Trying to regulate this information is not a good solution to this problem, he added.
“You want efficient markets. You want people to share health information from different companies,” he told TechNewsWorld. “I don’t see that the First Amendment supports regulation.”
Social media is allowed
Neither can social media platform operators solve the problem, Duffield noted.
“I don’t think social media is capable of making those kinds of calls,” he said. “If you’re Twitter, you don’t know if a bank is solvent or not. You can’t look at their experience.
“You can remove any claims that the bank is insolvent,” he continued, “but then you can prevent a lot of people from knowing that the bank really is insolvent and they should be trying to get their money out of it.” .”
“When a poem goes viral, social media cannot verify its authenticity,” he added.
Cookson agreed. “Social media can’t do much,” he told TechNewsWorld.
“I don’t see our article as a call to action on the social media side, because there seem to be no limits to what users can post or communication breaks, even when it comes to real-world effects. important,” he explained.
“I don’t think social media can be regulated,” added Vincent Reynold, assistant professor of communication studies at Emerson College in Boston.
“Any attempt to do so is a violation of a person’s right to self-expression,” he told TechNewsWorld.
Dangerous groups
Mark N., president and chief analyst at SmartTech Research in San Jose, California. Vienna acknowledged that the market has vulnerabilities when social media posts go awry, causing banks to fail or even sending stocks higher. up or down.
However, since social media posts are a form of communication, he doubted that “public” posts could be regulated in any meaningful way to prevent these activities.
“I’ve seen that company officials and stockholders are prohibited from publishing insider communications, but current laws and regulations regulate this and there are serious legal consequences for people. who discloses inside information,” he told TechNewsWorld.
“The danger is if the people in the group come together to create and promote messages that have a collective effect, rather than the people in the group sending the messages,” he said. he declares.
“If the information is deliberately misleading to distort the market, if someone can use it, there may be an opportunity for regulatory action,” he added.
Absence of White-Knuckling banking
Cookson noted that while banking regulators have not acted to curb the accelerating impact of social media on banking operations, banks can do more to reduce the risk of their deposits leaking.
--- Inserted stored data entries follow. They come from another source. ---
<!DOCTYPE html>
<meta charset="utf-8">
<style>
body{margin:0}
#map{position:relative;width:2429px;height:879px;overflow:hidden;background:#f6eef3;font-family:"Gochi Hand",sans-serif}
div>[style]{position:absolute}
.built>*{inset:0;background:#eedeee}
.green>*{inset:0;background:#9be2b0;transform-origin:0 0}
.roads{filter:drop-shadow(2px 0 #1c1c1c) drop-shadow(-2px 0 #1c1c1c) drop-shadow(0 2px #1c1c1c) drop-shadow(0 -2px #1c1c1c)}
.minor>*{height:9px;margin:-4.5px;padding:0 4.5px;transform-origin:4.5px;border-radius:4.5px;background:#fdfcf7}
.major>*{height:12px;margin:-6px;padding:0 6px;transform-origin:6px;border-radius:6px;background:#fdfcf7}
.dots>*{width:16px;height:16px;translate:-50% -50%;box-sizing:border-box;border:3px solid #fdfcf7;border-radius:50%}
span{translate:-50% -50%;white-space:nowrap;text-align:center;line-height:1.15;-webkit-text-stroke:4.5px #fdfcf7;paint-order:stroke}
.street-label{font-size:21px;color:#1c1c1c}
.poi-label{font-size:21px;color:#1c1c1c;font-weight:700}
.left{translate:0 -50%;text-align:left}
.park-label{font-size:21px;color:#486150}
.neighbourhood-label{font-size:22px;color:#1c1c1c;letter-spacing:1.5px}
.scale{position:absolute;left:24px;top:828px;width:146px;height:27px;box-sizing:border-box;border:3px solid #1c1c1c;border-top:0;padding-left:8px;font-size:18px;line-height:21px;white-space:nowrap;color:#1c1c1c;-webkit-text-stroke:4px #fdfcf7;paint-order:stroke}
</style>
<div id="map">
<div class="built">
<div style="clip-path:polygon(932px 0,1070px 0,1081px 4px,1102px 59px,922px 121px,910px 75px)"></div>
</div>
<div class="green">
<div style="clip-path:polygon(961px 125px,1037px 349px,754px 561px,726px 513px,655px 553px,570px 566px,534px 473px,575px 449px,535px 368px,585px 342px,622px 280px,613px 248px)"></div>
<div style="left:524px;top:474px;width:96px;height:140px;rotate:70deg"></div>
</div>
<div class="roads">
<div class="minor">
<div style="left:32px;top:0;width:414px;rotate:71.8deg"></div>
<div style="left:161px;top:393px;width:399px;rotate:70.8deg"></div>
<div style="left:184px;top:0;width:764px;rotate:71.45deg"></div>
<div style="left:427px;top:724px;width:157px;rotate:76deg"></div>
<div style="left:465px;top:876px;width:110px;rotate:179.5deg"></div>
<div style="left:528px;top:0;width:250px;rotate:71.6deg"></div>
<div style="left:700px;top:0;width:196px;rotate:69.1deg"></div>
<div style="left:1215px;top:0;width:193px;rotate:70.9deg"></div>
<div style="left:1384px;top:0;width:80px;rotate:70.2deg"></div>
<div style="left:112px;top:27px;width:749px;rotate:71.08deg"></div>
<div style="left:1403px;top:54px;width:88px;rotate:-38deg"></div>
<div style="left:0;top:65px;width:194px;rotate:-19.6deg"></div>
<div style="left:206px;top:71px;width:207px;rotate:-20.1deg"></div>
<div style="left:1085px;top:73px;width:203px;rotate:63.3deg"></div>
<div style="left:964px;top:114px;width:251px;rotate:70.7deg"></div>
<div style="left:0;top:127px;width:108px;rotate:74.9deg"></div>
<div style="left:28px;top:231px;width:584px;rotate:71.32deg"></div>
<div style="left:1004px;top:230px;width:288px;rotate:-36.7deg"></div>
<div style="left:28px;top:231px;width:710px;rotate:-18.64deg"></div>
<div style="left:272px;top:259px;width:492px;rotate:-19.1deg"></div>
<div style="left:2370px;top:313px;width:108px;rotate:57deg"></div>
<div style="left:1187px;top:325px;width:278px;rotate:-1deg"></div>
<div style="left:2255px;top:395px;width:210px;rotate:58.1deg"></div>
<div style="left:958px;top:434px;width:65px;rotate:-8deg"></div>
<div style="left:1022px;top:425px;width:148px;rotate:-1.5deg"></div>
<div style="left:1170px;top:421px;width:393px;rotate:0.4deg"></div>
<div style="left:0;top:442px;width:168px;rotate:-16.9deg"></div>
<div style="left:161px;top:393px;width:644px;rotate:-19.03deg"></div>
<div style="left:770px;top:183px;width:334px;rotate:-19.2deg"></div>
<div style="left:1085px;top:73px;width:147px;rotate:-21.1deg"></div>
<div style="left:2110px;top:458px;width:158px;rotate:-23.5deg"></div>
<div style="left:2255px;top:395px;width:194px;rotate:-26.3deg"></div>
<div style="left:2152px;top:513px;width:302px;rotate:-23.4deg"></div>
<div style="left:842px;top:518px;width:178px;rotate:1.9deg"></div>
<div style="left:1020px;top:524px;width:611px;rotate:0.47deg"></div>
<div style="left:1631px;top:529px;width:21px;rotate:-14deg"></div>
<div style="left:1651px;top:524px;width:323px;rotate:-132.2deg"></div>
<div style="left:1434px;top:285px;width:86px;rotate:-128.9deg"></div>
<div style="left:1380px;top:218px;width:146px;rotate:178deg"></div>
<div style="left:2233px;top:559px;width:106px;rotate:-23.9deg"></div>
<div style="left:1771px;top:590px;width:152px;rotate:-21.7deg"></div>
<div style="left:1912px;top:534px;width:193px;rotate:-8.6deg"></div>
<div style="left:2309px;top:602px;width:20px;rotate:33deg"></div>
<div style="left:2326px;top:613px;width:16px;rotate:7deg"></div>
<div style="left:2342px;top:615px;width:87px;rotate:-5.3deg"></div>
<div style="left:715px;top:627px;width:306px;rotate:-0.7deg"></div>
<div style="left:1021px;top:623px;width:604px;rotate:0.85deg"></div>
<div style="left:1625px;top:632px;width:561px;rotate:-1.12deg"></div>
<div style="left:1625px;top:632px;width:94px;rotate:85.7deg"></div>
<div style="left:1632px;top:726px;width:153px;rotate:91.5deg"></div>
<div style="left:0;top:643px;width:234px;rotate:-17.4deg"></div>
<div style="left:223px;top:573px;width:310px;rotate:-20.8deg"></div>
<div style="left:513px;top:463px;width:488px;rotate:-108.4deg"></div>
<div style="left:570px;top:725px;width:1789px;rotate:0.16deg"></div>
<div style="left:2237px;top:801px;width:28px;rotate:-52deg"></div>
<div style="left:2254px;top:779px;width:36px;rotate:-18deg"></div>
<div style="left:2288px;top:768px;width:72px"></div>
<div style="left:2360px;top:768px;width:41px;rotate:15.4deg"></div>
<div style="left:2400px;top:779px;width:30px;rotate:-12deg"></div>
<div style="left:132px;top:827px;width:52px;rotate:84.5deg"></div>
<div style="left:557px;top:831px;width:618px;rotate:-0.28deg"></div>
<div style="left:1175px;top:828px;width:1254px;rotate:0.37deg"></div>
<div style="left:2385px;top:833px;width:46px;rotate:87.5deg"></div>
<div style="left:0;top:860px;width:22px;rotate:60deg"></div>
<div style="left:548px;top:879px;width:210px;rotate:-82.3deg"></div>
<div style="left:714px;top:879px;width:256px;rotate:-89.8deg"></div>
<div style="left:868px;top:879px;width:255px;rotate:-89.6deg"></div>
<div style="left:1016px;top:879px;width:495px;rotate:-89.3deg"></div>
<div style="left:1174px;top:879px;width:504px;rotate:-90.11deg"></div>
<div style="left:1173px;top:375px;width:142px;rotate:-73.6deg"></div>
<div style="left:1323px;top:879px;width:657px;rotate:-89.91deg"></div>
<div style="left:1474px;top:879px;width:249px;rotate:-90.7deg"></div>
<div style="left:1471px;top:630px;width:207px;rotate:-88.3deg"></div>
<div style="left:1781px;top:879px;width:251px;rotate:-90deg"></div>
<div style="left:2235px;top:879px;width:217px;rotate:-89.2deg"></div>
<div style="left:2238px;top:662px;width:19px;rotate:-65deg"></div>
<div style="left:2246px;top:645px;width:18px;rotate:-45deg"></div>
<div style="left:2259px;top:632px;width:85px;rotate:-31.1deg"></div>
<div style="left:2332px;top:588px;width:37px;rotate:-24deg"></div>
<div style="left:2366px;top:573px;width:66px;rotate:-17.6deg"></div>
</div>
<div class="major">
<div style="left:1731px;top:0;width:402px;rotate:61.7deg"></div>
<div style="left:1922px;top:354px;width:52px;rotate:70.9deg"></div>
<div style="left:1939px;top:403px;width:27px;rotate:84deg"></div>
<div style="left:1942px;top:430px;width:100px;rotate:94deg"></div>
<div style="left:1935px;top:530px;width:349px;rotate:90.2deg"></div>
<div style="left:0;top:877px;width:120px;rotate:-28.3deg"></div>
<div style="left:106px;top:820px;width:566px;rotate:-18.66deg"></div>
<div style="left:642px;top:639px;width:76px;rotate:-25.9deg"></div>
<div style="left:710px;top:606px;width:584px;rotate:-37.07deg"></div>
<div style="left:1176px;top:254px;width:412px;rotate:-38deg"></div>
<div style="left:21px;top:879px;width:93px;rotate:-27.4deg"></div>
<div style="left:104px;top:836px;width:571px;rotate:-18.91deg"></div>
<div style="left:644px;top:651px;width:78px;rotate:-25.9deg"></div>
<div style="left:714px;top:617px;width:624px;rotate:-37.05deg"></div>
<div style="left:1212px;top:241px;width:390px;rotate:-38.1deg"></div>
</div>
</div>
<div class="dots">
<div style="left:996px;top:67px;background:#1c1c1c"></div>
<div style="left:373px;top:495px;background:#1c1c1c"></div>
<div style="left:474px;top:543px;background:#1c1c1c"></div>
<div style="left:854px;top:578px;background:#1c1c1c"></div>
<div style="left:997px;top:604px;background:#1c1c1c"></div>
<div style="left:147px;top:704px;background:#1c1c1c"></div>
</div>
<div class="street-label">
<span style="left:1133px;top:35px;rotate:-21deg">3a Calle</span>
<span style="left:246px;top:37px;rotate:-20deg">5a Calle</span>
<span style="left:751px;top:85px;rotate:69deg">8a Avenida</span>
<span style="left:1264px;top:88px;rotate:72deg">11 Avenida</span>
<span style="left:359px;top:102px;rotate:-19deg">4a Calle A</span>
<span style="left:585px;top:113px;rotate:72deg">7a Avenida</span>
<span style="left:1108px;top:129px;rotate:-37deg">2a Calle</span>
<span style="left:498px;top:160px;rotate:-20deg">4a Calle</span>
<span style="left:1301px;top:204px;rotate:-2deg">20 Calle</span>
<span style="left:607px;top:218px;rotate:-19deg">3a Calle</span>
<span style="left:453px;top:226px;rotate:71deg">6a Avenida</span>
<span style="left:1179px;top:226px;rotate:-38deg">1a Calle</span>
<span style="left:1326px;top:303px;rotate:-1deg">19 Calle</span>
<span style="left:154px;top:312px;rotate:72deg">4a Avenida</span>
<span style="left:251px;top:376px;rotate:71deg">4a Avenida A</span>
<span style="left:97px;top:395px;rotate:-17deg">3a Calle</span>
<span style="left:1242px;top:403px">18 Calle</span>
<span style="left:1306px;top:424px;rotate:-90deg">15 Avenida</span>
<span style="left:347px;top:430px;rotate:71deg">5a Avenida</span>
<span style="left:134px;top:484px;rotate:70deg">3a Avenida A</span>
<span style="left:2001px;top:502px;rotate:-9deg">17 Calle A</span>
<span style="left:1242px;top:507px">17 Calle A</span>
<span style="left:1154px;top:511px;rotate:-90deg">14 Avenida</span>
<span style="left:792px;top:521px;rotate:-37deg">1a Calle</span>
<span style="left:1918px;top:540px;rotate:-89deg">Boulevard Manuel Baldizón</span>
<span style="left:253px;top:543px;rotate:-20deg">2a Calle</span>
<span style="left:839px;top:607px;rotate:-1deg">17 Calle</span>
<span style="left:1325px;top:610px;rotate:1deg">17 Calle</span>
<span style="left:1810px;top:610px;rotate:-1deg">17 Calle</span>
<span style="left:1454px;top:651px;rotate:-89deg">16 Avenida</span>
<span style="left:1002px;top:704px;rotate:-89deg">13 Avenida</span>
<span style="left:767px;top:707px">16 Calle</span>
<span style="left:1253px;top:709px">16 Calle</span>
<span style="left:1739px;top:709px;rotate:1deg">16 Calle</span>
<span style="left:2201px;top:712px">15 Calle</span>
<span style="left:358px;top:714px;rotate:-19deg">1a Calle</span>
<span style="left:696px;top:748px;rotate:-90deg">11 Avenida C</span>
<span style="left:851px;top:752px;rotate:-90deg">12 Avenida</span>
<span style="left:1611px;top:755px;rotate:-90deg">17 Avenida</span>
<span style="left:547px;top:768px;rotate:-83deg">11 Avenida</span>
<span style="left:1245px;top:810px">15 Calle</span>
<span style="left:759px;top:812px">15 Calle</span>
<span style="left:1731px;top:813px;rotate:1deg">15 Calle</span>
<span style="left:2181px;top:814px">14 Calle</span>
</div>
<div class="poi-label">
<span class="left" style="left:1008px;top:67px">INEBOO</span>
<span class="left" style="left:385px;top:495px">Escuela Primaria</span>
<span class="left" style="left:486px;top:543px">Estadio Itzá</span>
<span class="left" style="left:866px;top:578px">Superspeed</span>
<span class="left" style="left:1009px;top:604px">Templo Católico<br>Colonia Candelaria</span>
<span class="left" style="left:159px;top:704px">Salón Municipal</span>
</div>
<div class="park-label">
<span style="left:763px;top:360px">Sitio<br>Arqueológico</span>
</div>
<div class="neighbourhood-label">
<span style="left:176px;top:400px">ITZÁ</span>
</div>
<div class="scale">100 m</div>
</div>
“Our finding is that social media amplifies existing banking risks, such as a high percentage of uninsured deposits, so one big change we’re seeing is banks starting to carefully manage their deposit risks, as social media and digital banking do. “It is more dangerous to rely on uninsured deposits,” he said.
Duffield said the Federal Reserve’s bailout processes could be improved. For example, he noted that although companies operate in a world of real-time global money transfers, there is a 16-hour limit on money transfers each day.
“Lenders of last resort in our system need to think carefully about how they can move faster to keep up with the digital world,” he said. “These mechanisms may have worked well in the 1970s and 1980s, when everyone stopped doing business at 4 p.m., but now things are moving faster.”
“It’s all a big loophole,” he added. “There’s just a speed lag between the borrowing side and the lending side.”
Another lesson learned from the SVB failure is the difference between East Coast and West Coast banking cultures.
“The culture of the West Coast capital is young,” Duffield said. “A lot of what we saw in Silicon Valley banking was the downside of that. There is no preconceived belief. When the situation seemed dire, everyone ran for the exit, not the passage.